Ao jornal “El País”, em 2008, declarou sobre o seu percurso literário: “Tem muito de guionista; e muito menos de publicitário. A publicidade foi o meu primeiro trabalho, tinha 19 ou 20 anos, e sim, comecei como copywriter e acabei diretor criativo; aprendi muito e consegui ganhar a vida.... Muitos escritores, como Don Delillo, trabalharam em publicidade porque esta roça a literatura. Aprendes a linguagem, as palavras como imagens. É equivalente aos romancistas que um dia foram jornalistas. Michael Connely, que me interessa muito, foi jornalista de justiça em Los Angeles e sem essa formação a sua literatura seria muito diferente. Porém, o que tem impacto na minha obra – e nunca é referido - é o meu trabalho cinematográfico".

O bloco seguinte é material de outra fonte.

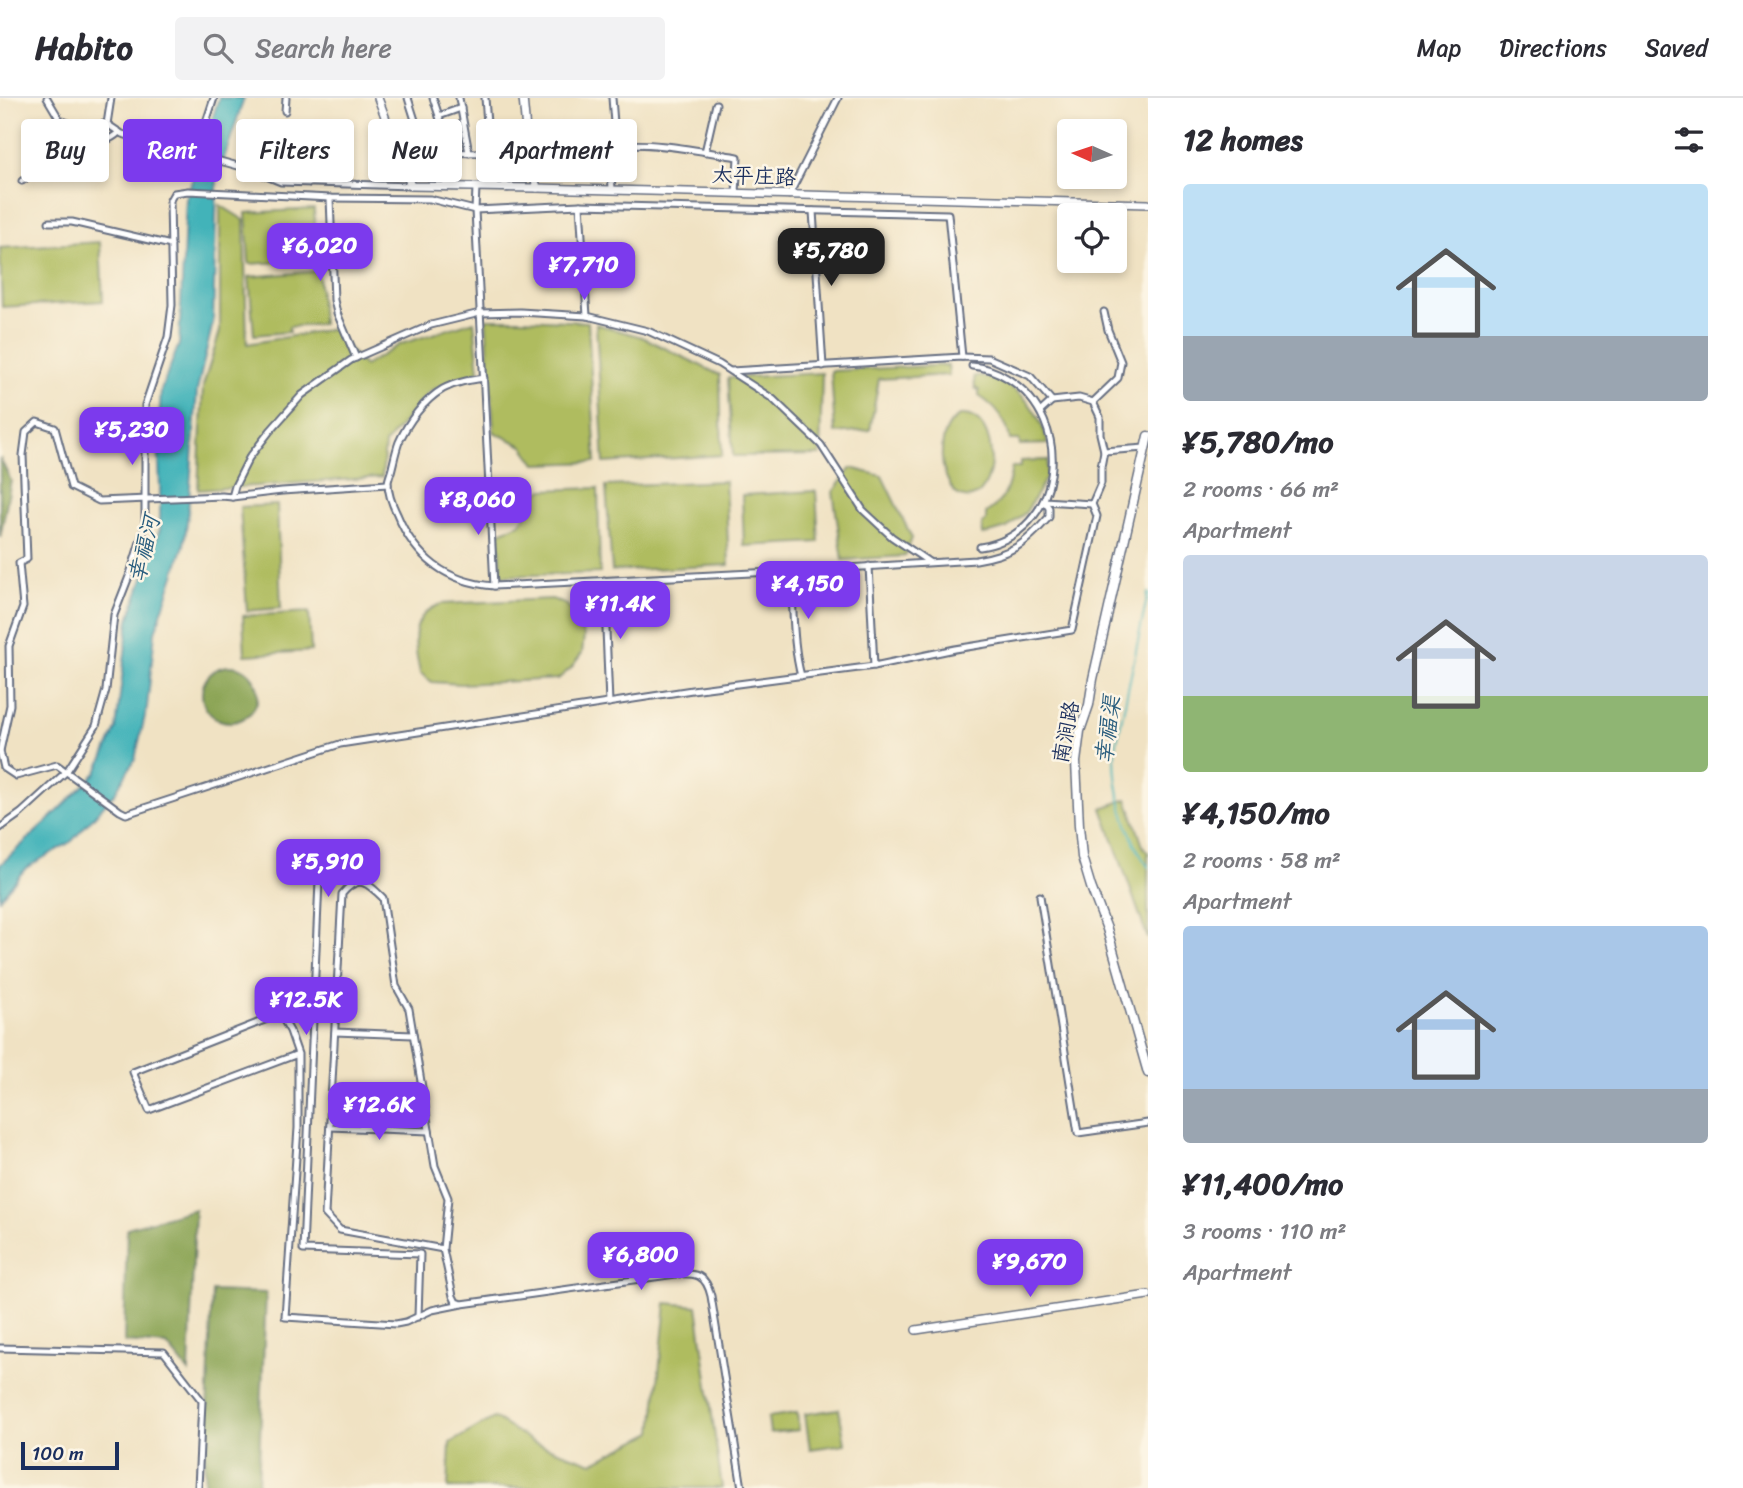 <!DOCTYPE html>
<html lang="en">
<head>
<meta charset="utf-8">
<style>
	body { margin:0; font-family:Sriracha,"LXGW WenKai TC",sans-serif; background:#f2f2f3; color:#2b2b33; height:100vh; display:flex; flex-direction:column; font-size:26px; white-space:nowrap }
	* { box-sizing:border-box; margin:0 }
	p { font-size:23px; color:#7c7c81 }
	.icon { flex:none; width:38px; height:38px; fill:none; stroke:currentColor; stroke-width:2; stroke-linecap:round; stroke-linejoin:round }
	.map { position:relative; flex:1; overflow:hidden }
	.panel { display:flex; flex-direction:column; background:#fff; width:595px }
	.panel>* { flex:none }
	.banner { position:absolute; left:21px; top:21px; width:665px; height:63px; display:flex; gap:14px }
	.needle { width:46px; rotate:273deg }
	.controls { position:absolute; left:1057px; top:21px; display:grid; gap:14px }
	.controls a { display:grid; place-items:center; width:70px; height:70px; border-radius:7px; background:#fff; box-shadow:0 4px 10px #0003; font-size:35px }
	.scale { position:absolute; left:21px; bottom:18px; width:98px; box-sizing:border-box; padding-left:7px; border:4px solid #1b2f5e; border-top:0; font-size:19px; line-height:24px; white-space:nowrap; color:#1b2f5e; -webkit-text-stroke:5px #fcf5e5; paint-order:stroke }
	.price { position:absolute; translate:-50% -60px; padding:0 16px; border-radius:14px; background:#7c3aed; color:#fff; font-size:23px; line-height:46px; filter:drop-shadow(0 2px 4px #0008) }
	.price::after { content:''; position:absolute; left:50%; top:42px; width:21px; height:16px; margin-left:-10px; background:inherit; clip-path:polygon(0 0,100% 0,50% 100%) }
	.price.current { background:#222; color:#fff }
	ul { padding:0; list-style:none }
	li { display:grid; align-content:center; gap:14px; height:371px; padding:0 35px }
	li span { display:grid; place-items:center; height:217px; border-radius:7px; color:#555 }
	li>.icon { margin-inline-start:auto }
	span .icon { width:126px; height:126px; fill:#fffc; stroke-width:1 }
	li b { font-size:30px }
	h2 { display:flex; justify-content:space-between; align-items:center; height:84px; padding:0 35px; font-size:30px }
	.tag { padding:0 24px; border-radius:7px; background:#fff; box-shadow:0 4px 10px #0003; font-size:24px; line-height:63px }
	.tag.current { background:#7c3aed; color:#fff }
	header { display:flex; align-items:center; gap:42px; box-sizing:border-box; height:98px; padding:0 35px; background:#fff; border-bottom:2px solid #e1e1e2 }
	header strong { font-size:33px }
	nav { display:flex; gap:38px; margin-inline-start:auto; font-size:24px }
	.search { width:490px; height:63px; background:#f2f2f3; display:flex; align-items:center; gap:18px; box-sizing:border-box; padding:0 24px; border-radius:7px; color:#7c7c81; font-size:26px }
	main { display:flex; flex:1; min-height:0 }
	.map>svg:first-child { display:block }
	.green { fill:#afbc5e; stroke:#65765e; stroke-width:2 }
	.forest { fill:#8ba455; stroke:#536a5a; stroke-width:2 }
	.water { fill:#42b3b9; stroke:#2e718c; stroke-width:2 }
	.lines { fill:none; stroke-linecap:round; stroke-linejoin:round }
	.stream { stroke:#42b3b9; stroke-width:2 }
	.minor-casing { stroke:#666e81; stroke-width:9 }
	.tertiary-casing { stroke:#666e81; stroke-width:10 }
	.secondary-casing { stroke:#666e81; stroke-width:11 }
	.minor { stroke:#fff; stroke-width:5 }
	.tertiary { stroke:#fff; stroke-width:7 }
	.secondary { stroke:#fff; stroke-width:8 }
	.labels { text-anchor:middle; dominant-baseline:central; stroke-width:5; stroke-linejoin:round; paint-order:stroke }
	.street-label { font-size:21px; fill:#1b2f5e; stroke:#fcf5e5 }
	.water-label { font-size:23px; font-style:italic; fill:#295d7e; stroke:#fcf5e5 }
</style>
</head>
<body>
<header>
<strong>Habito</strong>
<div class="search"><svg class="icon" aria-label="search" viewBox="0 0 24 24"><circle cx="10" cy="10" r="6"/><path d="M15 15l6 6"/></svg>Search here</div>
<nav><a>Map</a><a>Directions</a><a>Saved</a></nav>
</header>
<main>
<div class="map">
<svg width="1148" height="1390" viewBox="0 0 1148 1390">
	<rect width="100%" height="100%" fill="#fcf5e5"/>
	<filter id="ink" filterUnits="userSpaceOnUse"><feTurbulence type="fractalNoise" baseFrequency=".0143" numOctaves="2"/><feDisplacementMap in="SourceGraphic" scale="14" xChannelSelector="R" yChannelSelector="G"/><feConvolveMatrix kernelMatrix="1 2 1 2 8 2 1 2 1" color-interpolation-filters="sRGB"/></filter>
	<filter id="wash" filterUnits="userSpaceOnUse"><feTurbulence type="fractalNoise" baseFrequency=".00686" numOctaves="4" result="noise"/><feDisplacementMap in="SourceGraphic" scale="28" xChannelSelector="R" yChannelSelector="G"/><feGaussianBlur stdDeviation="1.57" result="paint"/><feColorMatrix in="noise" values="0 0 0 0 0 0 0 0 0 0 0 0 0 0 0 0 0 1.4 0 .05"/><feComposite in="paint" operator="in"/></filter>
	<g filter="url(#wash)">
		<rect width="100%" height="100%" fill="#f0e2c3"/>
		<g class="green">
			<path d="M220,107L244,122L247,246L332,231L364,268L401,246L474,223L479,273L430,293L385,346L382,379L198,392L203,288L220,233Z"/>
			<path d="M314,111L317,162L249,166L246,115Z"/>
			<path d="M100,144L103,203L2,209L0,150Z"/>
			<path d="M318,173L322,226L289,229V234L254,237L249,179Z"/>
			<path d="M486,221H521L588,224L596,364L536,366L523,348L494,334Z"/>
			<path d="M596,226L642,239L720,277L722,357L604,365Z"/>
			<path d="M948,267L949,277L879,281L870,332L835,335L831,273Z"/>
			<path d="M822,275L820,357L733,358L728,280Z"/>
			<path d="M974,278C1015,280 1038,308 1048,346L1020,347L1019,342H1010C1007,322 996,309 979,298V292L975,290Z"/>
			<path d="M961,317C1003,316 998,406 964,399C957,398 952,392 949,385C938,365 938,329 961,317Z"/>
			<path d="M1048,362L1046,380L1026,414L1007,430L983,437L982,426L986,423V415C1005,402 1008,392 1012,369H1020V363Z"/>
			<path d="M851,370L882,378L912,440L905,458L843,462L833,394Z"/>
			<path d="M725,383L729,467L612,473L606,388Z"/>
			<path d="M598,390L600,475L502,478L499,434L520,426L541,392Z"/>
			<path d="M816,393L819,444L744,448L742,397Z"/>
			<path d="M277,407L281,510L247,513L240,409Z"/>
			<path d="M552,501L567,507L578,523L584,538L582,555L571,570L558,581L461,586L432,584L420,575C414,546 408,518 441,506Z"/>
			<path d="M309,514L311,553L245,557L243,518Z"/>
			<path d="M1127,701L1143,748L1148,755V841L1102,710Z"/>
			<path d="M666,1205L697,1208L722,1390H448L450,1345L494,1320L533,1344L592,1365L653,1334Z"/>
			<path d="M839,1311L845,1346L810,1351L805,1316Z"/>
			<path d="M797,1315L799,1332L770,1335L768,1319Z"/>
		</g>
		<g class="forest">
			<path d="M0,360L11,383L0,440Z"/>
			<circle cx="230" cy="596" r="28"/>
			<path d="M195,1111L189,1274L167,1247L124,1244L127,1130Z"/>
			<path d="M212,1193L266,1195L258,1390H204Z"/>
		</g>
		<path class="water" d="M219,0H244L217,82L213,224L197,293L188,416L184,447L155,534L147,609L135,661L115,695L72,743L26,770L0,800V767L54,717L97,674L116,631L129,521L160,431V389L158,339L161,292L179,246L186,101Z"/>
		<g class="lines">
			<path class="stream" d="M1148,495L1115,653C1114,693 1126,736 1148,769"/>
		</g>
	</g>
	<g filter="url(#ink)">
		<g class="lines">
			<defs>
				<g id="minor">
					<path d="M47,0L60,22L76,28L107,26L122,36L249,71L281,84L411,88"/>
					<path d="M408,0L425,54"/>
					<path d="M433,0L439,18L461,10"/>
					<path d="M459,0L469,55"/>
					<path d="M485,0L489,50L486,55"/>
					<path d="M612,0L616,50"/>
					<path d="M285,13L286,0"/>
					<path d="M439,18L447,54"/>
					<path d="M107,26L111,0"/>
					<path d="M309,38L310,85"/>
					<path d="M283,49L310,51"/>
					<path d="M705,54L716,6"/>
					<path d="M196,55L214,0"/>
					<path d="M400,59L419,54L486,55L508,90"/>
					<path d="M22,83C34,75 50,58 62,52C81,43 103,50 119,34"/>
					<path d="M476,90L475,112L494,488"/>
					<path d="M612,92C612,80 607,58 617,50C632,39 717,56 738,59L736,95"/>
					<path d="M789,97L838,0"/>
					<path d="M330,100L334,202L337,215L356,260"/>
					<path d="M580,107L587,218"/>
					<path d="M813,113L823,268"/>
					<path d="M49,124H72L171,147"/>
					<path d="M972,268C986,269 996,273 1007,280C1077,323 1064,436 980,449"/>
					<path d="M731,273L962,259L989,260L1030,278L1052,303"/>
					<path d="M484,280C470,282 456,284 443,291C424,302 408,324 399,344C396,352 394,362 392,370C391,375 388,381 388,385C388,395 393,408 397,416C415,460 446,484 494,488L830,471L976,462C1013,456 1025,446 1049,419V410L1044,403"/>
					<path d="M1093,304L1118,280L1121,264L1108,232L1104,214"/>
					<path d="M1041,313L1052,303L1079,300L1093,304L1100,319V336L1104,353L1101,369V385L1092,406L1044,403"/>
					<path d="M1104,353L1145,350"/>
					<path d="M232,399L235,388L249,360L270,333L302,297L351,262L431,227L480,215L520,214L587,218L648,233L719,266L773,301L821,347L863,412L892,439L929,464"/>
					<path d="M869,468L874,568"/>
					<path d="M790,473C794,508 792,544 801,578"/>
					<path d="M604,482L609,605"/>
					<path d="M0,653L4,670L16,678L57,667L120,713L126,716L340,646L692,592L874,568L955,551L1072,532L1097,418L1092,406"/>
					<path d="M0,653L10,607L9,548L23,509L19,465L27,461L23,357L26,334L37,324L55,330L71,389L99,403L222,398L232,399L282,393L388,386"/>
					<path d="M0,730L21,715L67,673L96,628L106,592L114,517L130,476L145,428V307L168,239L172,207L170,102L174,95L188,93L330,100L430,101L475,112L580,107L948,116L962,259"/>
					<path d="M319,783L303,1152L420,1156L418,1219"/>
					<path d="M1040,798L1078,1035L1148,1025"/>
					<path d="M335,934L413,937"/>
					<path d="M298,956L149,1012L133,974L280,916L290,933L298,956V1030L285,1219L396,1226L406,1224L432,1212L462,1206"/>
					<path d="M330,1029L429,1033"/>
					<path d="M443,1151L340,1132L325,1116L342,796C358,776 367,784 383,800L396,888L409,911L435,1068L448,1100L443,1151L453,1198L456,1204L462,1206L676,1176C696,1175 706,1176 711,1198L742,1390"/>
					<path d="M0,1250L164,1254L202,1303L198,1390"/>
				</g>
				<g id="tertiary">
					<path d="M378,0L411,88L537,90L1148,106"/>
					<path d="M523,0L528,54L537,90"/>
					<path d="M916,1232L1148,1197"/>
				</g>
				<path id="secondary" d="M1148,338L1093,581L1089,607L1080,633L1076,664L1079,728L1082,759L1091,789L1107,831L1148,975"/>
			</defs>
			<use href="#minor" class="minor-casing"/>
			<use href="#tertiary" class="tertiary-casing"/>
			<use href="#secondary" class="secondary-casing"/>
			<use href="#minor" class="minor"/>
			<use href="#tertiary" class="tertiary"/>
			<use href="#secondary" class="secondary"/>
		</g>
	</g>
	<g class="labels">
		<g class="street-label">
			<text transform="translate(754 78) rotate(2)">太平庄路</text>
			<text transform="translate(1066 634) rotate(-79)">南涧路</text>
		</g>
		<g class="water-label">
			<text transform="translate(144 451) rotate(-76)">幸福河</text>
			<text transform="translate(1108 632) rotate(-82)">幸福渠</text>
		</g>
	</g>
</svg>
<div class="controls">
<a><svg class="needle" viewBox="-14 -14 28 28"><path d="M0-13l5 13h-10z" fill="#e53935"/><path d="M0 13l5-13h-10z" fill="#7c7c81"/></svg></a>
<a><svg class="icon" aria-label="locate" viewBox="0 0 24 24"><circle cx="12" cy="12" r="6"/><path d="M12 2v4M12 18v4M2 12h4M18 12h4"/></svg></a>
</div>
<div class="scale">100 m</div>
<b class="price" style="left:320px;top:185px">¥6,020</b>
<b class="price current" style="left:831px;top:190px">¥5,780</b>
<b class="price" style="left:584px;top:204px">¥7,710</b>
<b class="price" style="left:132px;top:369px">¥5,230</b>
<b class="price" style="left:478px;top:439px">¥8,060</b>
<b class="price" style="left:808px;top:523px">¥4,150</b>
<b class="price" style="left:620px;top:543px">¥11.4K</b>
<b class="price" style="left:328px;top:801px">¥5,910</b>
<b class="price" style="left:306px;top:939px">¥12.5K</b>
<b class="price" style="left:379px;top:1044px">¥12.6K</b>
<b class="price" style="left:641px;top:1194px">¥6,800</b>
<b class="price" style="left:1030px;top:1201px">¥9,670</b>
<div class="banner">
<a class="tag">Buy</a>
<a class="tag current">Rent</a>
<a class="tag">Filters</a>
<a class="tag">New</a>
<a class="tag">Apartment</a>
</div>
</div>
<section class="panel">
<h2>12 homes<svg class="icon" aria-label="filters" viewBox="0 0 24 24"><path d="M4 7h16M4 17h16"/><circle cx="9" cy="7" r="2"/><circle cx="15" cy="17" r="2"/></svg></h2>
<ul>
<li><span style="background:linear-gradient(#bfe0f5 70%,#9aa5b1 0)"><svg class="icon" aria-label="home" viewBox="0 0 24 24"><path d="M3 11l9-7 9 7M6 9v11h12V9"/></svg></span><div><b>¥5,780/mo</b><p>2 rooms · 66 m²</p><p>Apartment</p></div></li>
<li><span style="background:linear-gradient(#c9d6e8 65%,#8fb573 0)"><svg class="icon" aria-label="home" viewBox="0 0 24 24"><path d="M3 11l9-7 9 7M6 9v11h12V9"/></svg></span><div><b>¥4,150/mo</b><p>2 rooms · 58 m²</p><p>Apartment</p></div></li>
<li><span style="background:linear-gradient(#a9c7e8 75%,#9aa5b1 0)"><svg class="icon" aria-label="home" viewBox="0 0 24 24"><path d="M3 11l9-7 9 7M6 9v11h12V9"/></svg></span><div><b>¥11,400/mo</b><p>3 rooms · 110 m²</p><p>Apartment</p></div></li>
</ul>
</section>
</main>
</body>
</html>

Presença rara em festivais literários e homem avesso às aparições públicas, disse: “O suposto mundinho literário é 1% literário e 99% mundinho”. Sobre a forma como escreve, descreveu: “O meu método de trabalho está dividido por camadas. Escrevo como se faz um filme, em três fases. A primeira é a pré-produção, da criação do mapa do que vou fazer, embora ao começar a fazê-lo me aperceba de que terei de mudar tudo. Depois vem a rodagem: recolher os elementos com os que será feito o filme. Então, enquanto escrevo, atravesso camadas e camadas de profundidade, e começo a modificar as coisas. É nessa fase que me pergunto: ‘E se mudar a linguagem e o estilo?’ Aí crio o problema, que para o leitor há de ser invisível: ele há de ler como água, tudo tem de lhe parecer fácil. Mas para isso é preciso muito trabalho.”